Electronic medical records (EMRs) contain critical medical information about patients. However, sharing historical medical history and treatment data across different healthcare institutions remains challenging, particularly in terms of verifying authenticity and enabling online access. Due to the need for robust medical data security, hospitals are often reluctant to grant patients direct access to electronic data. In traditional models, hospitals establish clinical information systems or EMR systems to record, store, and manage EMRs, which are housed within the hospital’s clinical information resource repository, thereby maintaining relative isolation from external institutions and social networks. In the future, blockchain technology will underpin a foundational platform for the open sharing of medical and health data, offering capabilities such as EMR evidence storage and sharing, privacy protection, regulatory oversight and traceability, and value management. Medical and health data encompass patients’ health records, EMRs, and interactive data generated from medical practices and health management activities.

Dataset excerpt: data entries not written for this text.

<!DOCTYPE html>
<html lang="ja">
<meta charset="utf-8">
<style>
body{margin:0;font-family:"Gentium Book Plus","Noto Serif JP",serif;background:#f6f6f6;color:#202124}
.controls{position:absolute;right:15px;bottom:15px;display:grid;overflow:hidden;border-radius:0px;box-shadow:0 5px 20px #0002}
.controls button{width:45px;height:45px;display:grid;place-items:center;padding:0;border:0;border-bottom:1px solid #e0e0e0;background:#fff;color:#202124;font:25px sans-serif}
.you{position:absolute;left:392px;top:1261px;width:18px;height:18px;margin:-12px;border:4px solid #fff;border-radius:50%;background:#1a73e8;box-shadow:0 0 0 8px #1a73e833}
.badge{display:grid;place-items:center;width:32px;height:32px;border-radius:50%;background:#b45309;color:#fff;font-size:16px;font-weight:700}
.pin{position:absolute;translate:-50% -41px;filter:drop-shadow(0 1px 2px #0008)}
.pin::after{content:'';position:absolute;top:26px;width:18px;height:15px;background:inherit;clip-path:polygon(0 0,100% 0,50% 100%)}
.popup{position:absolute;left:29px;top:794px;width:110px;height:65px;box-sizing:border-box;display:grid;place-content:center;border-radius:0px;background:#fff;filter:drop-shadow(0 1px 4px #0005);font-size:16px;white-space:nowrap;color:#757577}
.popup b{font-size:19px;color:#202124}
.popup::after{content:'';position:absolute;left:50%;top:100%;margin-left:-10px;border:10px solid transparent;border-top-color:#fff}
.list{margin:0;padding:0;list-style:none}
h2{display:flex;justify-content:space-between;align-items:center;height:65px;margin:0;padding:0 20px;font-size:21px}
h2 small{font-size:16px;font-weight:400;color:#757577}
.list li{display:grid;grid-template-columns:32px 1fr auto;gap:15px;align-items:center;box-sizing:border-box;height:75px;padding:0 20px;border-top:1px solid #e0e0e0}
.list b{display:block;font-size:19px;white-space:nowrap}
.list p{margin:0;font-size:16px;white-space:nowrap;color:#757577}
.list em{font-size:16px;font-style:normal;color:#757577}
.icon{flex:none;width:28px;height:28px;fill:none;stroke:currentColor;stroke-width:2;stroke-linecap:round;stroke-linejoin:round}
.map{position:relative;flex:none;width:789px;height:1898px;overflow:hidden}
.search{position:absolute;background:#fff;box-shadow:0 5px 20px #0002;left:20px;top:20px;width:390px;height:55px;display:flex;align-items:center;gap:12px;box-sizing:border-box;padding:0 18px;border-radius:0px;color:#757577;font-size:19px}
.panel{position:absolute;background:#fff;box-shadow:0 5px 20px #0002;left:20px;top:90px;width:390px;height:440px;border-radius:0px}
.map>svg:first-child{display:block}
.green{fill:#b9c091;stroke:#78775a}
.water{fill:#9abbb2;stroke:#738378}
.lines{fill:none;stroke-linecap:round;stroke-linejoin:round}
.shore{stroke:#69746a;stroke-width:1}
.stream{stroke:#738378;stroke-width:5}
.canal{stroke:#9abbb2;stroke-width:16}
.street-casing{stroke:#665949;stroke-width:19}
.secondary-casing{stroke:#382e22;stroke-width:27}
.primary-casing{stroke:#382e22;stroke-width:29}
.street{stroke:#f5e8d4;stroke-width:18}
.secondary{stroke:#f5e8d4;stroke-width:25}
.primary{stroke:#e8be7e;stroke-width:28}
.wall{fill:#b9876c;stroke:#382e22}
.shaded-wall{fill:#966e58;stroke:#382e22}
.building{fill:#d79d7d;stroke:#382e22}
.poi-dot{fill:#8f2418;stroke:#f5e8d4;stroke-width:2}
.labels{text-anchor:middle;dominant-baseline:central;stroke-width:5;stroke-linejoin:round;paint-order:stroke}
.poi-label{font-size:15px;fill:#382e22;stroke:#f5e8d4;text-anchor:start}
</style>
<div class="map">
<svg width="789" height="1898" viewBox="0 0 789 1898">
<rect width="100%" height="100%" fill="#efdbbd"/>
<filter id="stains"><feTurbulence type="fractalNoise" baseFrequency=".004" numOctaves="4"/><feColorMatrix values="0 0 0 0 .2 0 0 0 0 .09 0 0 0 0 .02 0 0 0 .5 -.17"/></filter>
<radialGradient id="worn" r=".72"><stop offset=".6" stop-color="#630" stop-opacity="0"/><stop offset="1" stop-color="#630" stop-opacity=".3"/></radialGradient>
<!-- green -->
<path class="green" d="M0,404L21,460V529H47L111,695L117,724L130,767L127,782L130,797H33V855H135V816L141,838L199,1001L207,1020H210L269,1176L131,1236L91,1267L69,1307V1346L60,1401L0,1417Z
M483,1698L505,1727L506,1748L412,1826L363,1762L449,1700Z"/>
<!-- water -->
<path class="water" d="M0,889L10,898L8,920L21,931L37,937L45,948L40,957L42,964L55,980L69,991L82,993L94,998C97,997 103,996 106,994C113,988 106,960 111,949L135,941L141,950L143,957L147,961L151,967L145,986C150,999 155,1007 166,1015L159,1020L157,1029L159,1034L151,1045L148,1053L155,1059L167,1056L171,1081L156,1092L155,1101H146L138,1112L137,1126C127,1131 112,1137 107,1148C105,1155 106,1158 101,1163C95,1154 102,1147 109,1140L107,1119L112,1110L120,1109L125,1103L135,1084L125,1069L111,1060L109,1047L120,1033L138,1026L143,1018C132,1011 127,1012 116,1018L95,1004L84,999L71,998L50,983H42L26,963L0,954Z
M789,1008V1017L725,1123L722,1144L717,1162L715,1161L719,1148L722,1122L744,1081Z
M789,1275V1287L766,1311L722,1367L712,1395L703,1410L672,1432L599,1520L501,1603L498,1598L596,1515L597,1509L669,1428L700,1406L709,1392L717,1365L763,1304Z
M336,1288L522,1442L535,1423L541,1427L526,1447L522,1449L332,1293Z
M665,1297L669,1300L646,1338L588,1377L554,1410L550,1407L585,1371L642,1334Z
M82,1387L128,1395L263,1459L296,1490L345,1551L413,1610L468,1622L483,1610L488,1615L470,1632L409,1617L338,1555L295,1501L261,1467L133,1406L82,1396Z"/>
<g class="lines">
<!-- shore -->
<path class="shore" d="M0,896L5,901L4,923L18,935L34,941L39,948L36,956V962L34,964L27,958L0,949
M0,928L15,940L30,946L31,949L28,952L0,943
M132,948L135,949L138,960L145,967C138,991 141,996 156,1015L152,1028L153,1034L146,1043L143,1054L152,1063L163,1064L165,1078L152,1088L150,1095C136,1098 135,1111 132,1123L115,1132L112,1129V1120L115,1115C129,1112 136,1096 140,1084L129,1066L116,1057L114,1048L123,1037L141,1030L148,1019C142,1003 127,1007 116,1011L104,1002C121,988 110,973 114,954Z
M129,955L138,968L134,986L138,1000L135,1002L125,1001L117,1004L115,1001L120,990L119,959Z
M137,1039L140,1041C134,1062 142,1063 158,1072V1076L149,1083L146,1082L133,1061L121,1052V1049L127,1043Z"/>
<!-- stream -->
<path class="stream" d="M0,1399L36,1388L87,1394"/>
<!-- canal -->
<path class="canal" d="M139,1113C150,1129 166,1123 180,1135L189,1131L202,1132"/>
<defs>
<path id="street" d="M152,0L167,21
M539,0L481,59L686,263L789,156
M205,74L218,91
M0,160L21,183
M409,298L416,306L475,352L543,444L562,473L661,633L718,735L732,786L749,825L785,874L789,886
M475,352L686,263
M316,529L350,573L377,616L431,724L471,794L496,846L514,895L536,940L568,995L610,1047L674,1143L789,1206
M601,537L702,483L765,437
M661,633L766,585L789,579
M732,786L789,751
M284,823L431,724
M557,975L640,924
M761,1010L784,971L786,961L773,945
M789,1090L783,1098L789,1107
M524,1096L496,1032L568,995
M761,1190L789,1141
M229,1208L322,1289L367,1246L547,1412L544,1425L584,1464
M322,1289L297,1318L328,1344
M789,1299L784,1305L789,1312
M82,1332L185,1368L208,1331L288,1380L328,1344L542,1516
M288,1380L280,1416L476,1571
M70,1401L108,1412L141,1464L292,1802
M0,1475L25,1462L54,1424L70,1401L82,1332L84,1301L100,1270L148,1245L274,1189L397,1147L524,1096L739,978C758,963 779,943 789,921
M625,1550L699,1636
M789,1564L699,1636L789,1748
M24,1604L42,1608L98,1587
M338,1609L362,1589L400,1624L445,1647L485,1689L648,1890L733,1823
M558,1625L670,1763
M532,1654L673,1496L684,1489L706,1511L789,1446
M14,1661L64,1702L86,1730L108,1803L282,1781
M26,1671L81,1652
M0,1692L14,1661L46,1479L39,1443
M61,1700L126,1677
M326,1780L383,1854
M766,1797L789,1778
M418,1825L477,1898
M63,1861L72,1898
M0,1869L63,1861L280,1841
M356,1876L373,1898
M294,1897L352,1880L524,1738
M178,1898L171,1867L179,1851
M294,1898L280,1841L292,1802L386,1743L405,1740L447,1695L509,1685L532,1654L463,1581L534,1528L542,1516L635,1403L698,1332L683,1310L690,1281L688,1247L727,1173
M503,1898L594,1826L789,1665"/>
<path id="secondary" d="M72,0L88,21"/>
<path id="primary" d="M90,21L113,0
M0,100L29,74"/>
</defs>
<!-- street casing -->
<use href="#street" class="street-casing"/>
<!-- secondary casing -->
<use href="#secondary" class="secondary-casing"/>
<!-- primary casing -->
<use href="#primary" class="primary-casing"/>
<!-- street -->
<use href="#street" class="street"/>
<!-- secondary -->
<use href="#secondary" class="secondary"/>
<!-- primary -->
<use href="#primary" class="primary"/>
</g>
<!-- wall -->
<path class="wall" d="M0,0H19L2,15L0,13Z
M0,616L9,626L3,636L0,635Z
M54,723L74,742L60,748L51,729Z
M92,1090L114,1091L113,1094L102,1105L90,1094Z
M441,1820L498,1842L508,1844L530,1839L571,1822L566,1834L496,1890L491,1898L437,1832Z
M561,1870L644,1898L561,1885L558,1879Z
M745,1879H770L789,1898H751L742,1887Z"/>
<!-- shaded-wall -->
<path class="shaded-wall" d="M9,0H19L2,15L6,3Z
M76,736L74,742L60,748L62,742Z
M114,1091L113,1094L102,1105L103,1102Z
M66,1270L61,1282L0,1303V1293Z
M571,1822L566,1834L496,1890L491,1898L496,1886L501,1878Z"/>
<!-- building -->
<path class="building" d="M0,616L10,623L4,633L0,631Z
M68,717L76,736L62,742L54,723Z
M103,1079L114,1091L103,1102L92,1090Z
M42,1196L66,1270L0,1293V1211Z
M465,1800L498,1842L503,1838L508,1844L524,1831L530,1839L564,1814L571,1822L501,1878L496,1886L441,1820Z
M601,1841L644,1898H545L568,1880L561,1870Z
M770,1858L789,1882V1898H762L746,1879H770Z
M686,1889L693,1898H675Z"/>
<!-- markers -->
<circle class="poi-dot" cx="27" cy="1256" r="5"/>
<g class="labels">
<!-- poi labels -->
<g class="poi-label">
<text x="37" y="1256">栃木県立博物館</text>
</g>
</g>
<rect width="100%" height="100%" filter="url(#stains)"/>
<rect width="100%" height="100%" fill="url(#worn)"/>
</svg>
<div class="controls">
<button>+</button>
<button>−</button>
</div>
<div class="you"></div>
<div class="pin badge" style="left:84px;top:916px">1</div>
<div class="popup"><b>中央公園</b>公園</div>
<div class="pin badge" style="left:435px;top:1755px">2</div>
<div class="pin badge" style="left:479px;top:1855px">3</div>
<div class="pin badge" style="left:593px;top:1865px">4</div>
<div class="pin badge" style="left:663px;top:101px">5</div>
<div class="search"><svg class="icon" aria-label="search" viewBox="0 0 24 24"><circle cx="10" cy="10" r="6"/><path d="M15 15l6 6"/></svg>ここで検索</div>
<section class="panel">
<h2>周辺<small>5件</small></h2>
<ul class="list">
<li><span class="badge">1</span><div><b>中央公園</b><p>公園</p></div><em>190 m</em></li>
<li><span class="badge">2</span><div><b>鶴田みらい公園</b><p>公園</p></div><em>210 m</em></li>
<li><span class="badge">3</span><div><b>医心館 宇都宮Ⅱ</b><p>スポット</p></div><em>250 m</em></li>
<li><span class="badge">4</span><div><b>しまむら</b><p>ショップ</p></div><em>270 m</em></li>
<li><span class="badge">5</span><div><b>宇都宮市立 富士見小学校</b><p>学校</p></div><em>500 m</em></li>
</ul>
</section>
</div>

Clinical research is indispensable for advancing medical progress and development. Clinical research refers to the exploration, collection, organization, and utilization of clinical medical resources, which relies heavily on efficient medical data acquisition and aggregation. Traditional multi-center research data mostly adopts a centralized storage and analysis model, employing de-identification or anonymization techniques during the sample data collection phase to protect privacy. In this model, full or processed data copies are transferred from one controller to another entity, thereby raising issues related to data security and privacy protection, such as compliant data processing, data leakage, and compliant use of personal data. In the future, during the development of information platforms for multi-center clinical research, next-generation information technologies—including blockchain, privacy-preserving computation, artificial intelligence, and big data—should be introduced to establish a data-sharing mechanism where raw clinical data remains within the originating hospital. This approach leverages privacy-preserving computational models to rapidly achieve standardized data screening, patient cohort enrollment, and the collection of computational results without exposing raw data.